Serang Kamp Pengungsi di Rafah, Netanyahu Akui Israel Bikin Kesalahan

ANTARA FOTO/REUTERS/Ronen Zvul
Perdana Menteri Benjamin Netanyahu tiba untuk upacara nominasi di kediaman presiden di Yerusalem, Rabu (25/9/2019).
28/5/2024, 11.41 WIB

Perdana Menteri Israel, Benjamin Netanyahu, mengatakan penyerangan pengungsi di Rafah pada Minggu (26/5) adalah sebuah kecelakaan tragis. Netanyahu menegaskan pihaknya tidak bermaksud menjadikan warga sipil sebagai korban.

“Meskipun kami berupaya semaksimal mungkin untuk tidak menyakiti warga non-kombatan, sayangnya ada sesuatu yang tidak beres secara tragis,” katanya dalam pidatonya di parlemen, dilansir dari Reuters, Selasa (28/5).

Pernyataan ini direspon riuh oleh teriakan anggota parlemen oposisi. Netanyahu kemudian menjelaskan Israel menganggap perlindungan warga sipil itu penting, sehingga harus mengambil tindakan pencegahan dalam pertempuran.

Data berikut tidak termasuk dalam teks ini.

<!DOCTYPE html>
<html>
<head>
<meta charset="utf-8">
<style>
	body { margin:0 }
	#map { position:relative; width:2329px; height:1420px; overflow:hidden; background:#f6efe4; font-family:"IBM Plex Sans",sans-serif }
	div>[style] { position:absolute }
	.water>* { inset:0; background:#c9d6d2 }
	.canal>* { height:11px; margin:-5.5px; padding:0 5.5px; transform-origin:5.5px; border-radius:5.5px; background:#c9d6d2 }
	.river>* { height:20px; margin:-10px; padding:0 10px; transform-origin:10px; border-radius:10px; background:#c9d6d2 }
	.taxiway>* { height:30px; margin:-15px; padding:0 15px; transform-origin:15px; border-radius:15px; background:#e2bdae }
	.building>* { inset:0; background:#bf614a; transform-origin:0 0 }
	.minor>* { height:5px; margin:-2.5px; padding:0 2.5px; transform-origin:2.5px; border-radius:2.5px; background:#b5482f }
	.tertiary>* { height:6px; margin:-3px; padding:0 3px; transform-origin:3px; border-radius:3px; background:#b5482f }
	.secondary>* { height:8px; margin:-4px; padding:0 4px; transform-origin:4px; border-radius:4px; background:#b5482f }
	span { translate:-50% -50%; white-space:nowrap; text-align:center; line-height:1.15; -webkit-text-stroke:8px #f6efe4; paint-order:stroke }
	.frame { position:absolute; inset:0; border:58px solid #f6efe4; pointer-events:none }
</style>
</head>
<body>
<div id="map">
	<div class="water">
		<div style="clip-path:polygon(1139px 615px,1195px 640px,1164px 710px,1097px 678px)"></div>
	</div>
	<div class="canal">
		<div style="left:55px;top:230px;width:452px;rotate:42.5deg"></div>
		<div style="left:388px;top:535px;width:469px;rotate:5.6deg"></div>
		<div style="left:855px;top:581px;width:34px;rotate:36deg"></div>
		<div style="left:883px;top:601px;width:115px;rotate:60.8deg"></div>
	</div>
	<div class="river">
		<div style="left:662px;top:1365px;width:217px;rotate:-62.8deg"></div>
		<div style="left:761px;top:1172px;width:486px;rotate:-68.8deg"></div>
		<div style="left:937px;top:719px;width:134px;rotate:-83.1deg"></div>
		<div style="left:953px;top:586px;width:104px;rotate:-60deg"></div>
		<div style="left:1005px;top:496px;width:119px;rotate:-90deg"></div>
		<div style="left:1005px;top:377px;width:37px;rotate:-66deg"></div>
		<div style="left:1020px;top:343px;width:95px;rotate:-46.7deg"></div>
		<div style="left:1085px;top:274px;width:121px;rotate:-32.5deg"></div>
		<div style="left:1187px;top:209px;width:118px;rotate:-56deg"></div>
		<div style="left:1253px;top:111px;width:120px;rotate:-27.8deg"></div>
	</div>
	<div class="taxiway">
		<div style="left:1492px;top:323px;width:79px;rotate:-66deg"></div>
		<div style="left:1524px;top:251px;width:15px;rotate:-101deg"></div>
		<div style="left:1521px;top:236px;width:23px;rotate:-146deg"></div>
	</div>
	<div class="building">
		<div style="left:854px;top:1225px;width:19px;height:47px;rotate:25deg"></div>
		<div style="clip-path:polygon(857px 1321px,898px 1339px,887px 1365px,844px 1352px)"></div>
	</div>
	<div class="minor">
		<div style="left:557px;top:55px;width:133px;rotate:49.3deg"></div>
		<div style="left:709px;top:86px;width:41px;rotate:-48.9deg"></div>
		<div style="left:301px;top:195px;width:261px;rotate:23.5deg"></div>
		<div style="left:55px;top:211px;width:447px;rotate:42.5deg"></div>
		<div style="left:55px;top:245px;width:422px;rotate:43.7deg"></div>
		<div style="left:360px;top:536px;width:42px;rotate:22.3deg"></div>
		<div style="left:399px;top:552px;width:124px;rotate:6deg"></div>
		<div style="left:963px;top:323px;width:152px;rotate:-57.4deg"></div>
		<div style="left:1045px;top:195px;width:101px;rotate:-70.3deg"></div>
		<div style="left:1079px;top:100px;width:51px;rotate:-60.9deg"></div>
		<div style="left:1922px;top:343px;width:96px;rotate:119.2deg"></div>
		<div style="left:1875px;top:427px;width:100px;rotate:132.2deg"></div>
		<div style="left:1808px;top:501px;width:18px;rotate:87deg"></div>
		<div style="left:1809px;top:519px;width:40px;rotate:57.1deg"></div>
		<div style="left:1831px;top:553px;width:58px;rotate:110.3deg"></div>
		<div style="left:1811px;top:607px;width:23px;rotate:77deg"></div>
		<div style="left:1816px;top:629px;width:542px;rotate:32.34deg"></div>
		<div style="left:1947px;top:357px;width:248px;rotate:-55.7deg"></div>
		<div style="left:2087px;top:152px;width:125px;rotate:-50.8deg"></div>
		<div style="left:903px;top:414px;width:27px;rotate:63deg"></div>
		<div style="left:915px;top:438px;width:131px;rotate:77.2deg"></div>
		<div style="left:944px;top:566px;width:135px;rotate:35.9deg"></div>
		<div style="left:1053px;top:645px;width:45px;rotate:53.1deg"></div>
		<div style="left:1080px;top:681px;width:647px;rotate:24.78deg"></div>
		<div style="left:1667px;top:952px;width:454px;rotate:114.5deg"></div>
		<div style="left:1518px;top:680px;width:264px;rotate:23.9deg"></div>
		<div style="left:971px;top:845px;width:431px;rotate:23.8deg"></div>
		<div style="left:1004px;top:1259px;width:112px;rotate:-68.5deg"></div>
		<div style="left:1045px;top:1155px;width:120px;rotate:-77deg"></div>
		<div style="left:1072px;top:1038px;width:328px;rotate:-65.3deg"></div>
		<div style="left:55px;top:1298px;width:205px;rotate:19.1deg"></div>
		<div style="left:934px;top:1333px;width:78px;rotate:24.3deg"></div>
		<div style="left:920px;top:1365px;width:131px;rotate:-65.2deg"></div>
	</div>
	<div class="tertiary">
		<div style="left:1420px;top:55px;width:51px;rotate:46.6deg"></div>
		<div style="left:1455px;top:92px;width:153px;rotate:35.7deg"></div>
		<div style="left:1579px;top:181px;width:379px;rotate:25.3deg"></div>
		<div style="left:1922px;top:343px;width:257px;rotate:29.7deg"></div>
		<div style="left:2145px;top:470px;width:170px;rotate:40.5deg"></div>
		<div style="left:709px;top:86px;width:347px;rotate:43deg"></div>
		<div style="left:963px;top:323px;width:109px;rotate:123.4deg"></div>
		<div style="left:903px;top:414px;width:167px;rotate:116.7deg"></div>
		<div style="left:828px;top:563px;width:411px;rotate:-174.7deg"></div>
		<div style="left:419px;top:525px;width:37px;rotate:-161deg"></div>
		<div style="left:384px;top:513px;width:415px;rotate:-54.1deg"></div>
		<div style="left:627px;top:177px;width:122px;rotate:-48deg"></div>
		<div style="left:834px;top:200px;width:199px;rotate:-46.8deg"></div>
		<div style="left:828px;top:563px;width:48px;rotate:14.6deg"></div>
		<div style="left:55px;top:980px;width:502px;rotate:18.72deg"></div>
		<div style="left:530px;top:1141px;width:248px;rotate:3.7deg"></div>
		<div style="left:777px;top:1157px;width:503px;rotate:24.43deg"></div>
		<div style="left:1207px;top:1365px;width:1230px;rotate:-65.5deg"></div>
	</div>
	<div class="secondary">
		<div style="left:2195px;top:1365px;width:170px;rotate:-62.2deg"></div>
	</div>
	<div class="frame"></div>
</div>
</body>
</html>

Ia juga bersikeras Pasukan Pertahanan Israel atau IDF menggunakan upaya terbaik agar tidak merugikan pihak tak terlibat sembari terus berperang melawan Hamas.

“Kami tengah menyelidiki insiden tersebut dan akan mengambil kesimpulan, karena ini adalah kebijakan kami,” katanya.

Serangan Israel di kamp pengungsi mengakibatkan 45 orang meninggal dunia. Mayoritas korban adalah perempuan dan anak-anak.

Sejumlah organisasi internasional sudah mengutuk penyerangan Israel tersebut. Uni Eropa bahkan menegaskan Israel menghormati keputusan Mahkamah Internasional (ICJ) pekan lalu untuk menghentikan serangan di Rafah.

Terlepas dari keputusan ICJ, Israel tetap melanjutkan invasi ke Rafah dan para pejabat bersikeras bahwa keputusan tersebut memberi ruang agar serangan mematuhi hukum internasional.

Sementara itu, kepala hak asasi manusia PBB, Volker Turk, mengatakan serangan itu menunjukkan tidak ada perubahan nyata dalam metode dan sarana peperangan yang digunakan oleh Israel.

Uni Eropa juga telah sepakat menghidupkan kembali misi sipil Uni Eropa di Rafah. Kendati demikian, Kepala Kebijakan Luar Negeri Uni Eropa, Josep Borrell bilang pihaknya masih butuh kesepakatan dari seluruh pihak untuk melaksanakan ini.